The amino acids are represented by their three-letter abbreviation. The angles are in degrees. Also note that the matrix is symmetric and consequently only half of the values are shown. The lowest angles between the first modes of the extreme pathway matrices for the production of the individual amino acids are underlined. The largest angles between the first modes are shown in boldface type. The row M1 corresponds to the average angle between the first mode of the extreme pathway matrix for the indicated amino acid and all of the other data sets. The row M2 corresponds to the average angle between the second modes. The row M3 corresponds to the average angle for the third mode.

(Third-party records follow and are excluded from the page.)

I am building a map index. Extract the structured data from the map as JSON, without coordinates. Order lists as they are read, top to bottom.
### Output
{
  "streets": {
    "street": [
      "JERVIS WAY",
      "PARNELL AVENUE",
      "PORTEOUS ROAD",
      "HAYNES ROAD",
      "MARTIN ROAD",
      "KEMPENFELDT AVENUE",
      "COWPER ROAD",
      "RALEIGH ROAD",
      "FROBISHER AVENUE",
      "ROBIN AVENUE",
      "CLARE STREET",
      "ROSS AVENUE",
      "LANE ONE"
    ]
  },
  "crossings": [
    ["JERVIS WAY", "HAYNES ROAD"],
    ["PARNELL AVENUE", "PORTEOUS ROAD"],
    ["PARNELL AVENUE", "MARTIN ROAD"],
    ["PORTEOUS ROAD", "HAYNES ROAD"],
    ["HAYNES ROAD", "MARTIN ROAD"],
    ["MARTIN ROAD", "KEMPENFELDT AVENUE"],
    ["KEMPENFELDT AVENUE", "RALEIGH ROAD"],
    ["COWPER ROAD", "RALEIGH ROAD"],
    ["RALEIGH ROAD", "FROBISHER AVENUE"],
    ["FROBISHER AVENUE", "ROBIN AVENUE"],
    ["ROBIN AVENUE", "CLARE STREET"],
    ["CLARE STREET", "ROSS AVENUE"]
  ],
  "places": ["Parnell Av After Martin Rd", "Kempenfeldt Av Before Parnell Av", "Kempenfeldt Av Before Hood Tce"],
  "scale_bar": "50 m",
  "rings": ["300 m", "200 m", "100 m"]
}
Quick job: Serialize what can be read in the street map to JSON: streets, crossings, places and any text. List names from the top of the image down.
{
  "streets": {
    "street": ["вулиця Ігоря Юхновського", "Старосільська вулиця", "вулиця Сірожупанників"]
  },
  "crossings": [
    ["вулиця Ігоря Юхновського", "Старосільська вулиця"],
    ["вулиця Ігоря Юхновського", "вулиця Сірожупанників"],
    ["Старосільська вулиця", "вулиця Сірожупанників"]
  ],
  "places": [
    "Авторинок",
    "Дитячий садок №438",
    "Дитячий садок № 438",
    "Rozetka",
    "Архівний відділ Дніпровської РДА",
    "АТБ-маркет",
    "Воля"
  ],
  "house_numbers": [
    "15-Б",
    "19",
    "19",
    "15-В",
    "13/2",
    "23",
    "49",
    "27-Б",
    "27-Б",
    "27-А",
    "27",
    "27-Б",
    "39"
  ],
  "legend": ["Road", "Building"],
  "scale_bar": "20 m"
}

The relative proximity of the first modes tends to coincide with the biochemical precursors from which the individual amino acids are derived. The three largest angles between the first modes for the analyzed data sets in H. influenzae and H. pylori correspond to pairs of amino acids that are derived from different central metabolic precursors. For example, the largest angle in the H. influenzae data set is between the first modes corresponding to proline and leucine; proline is derived from α-ketoglutarate whereas leucine comes from pyruvate. In contrast, the three closest pairs in each case occur between amino acids that stem from the same precursor; the only exception is for cysteine and tyrosine in H. pylori. Examination of the first modes from these two extreme pathway sets shows that they both have higher fluxes through reactions involved in oxygen consumption, as compared to the first mode for tryptophan (which has a larger angle but is synthesized from the same precursor as tyrosine). This result indicates that the systemic production of cysteine and tyrosine consumes more oxygen then the systemic production of tryptophan in H. pylori. Thus, the angles between the first modes can be influenced by systemic considerations that are not evident based solely upon the identification of the key precursor in central metabolism.

Subsequent modes

The extreme pathways associated with histidine and alanine synthesis in H. influenzae were further analyzed to help identify possible control points in some of the subsequent modes. First, the extreme pathways that correspond to maximum histidine and alanine yield in H. influenzae were decomposed to ascertain the weightings for each of the modes that were necessary to reconstruct each pathway. There were 18 extreme pathways (out of 4934) with the maximum alanine yield and 64 extreme pathways (out of 4702) with the maximum histidine yield.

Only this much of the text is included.